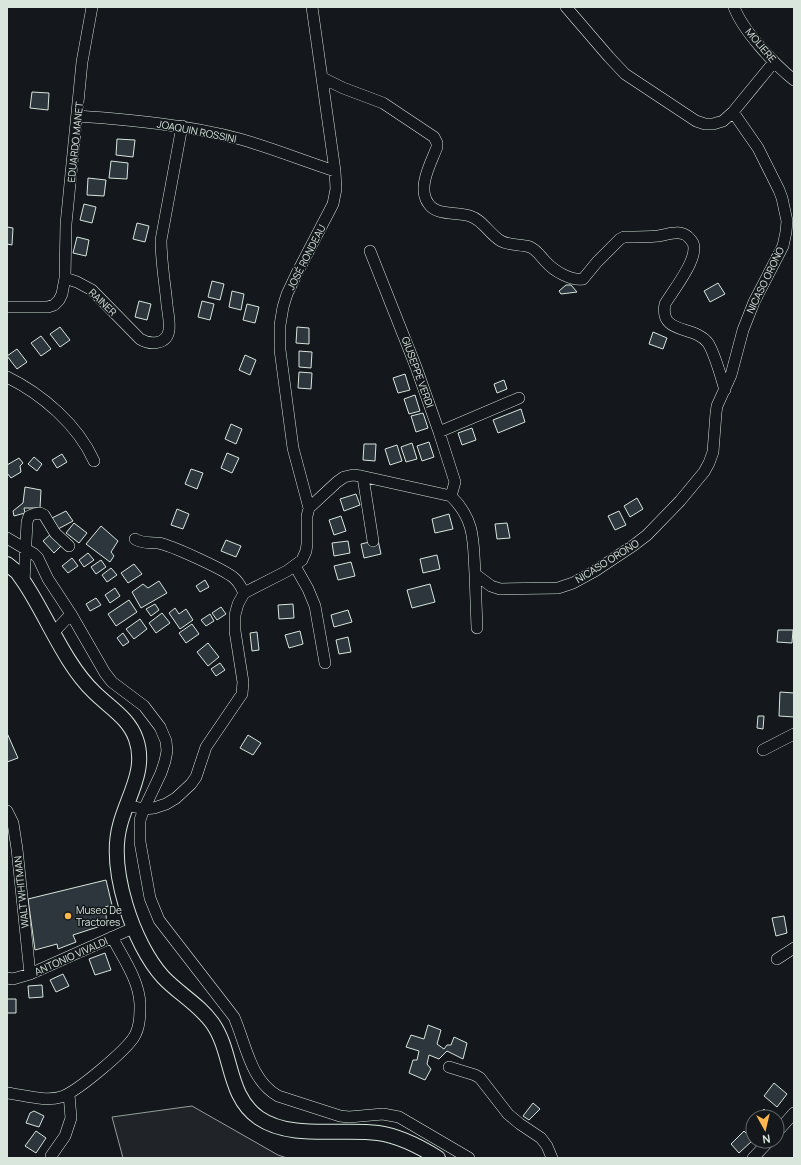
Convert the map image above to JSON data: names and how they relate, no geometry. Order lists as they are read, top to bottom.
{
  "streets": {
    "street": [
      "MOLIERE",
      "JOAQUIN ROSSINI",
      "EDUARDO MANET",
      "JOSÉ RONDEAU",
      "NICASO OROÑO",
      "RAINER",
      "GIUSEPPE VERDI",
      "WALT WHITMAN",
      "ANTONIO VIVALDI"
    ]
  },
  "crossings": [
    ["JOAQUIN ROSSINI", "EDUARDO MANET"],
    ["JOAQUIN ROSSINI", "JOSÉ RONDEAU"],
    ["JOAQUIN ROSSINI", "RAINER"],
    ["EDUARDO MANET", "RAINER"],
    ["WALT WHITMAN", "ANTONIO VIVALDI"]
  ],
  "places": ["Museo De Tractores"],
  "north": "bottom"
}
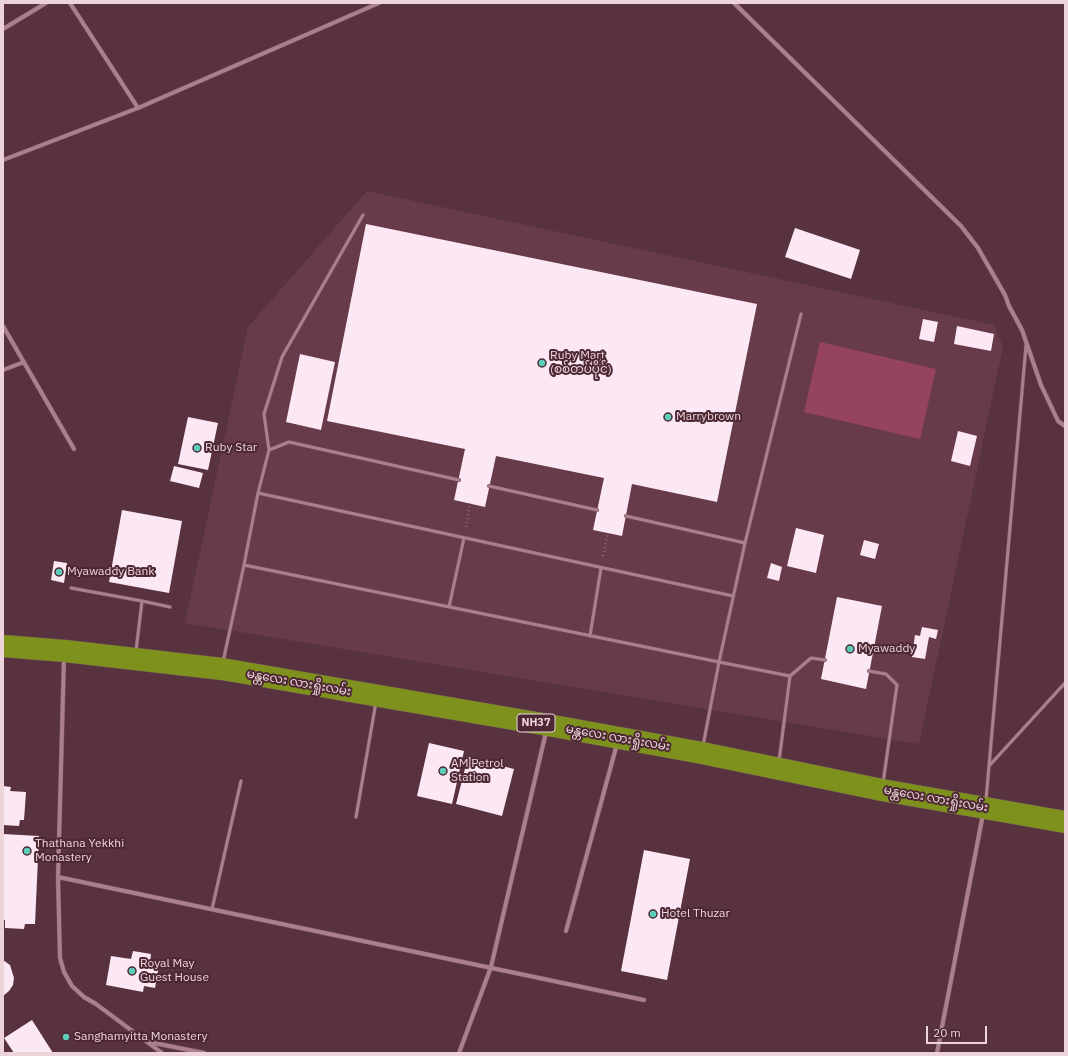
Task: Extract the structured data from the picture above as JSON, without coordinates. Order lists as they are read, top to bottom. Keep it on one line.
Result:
- - -
Activity
Retype each record exactly as it stands, but do not include the pictures.

Answer to this problem
Convert the map image above to JSON data: names and how they relate, no geometry. Order lists as they are read, top to bottom.
{
  "streets": {
    "street": [
      "MOLIERE",
      "JOAQUIN ROSSINI",
      "EDUARDO MANET",
      "JOSÉ RONDEAU",
      "NICASO OROÑO",
      "RAINER",
      "GIUSEPPE VERDI",
      "WALT WHITMAN",
      "ANTONIO VIVALDI"
    ]
  },
  "crossings": [
    ["JOAQUIN ROSSINI", "EDUARDO MANET"],
    ["JOAQUIN ROSSINI", "JOSÉ RONDEAU"],
    ["JOAQUIN ROSSINI", "RAINER"],
    ["EDUARDO MANET", "RAINER"],
    ["WALT WHITMAN", "ANTONIO VIVALDI"]
  ],
  "places": ["Museo De Tractores"],
  "north": "bottom"
}
Task: Extract the structured data from the picture above as JSON, without coordinates. Order lists as they are read, top to bottom. Keep it on one line.
Result:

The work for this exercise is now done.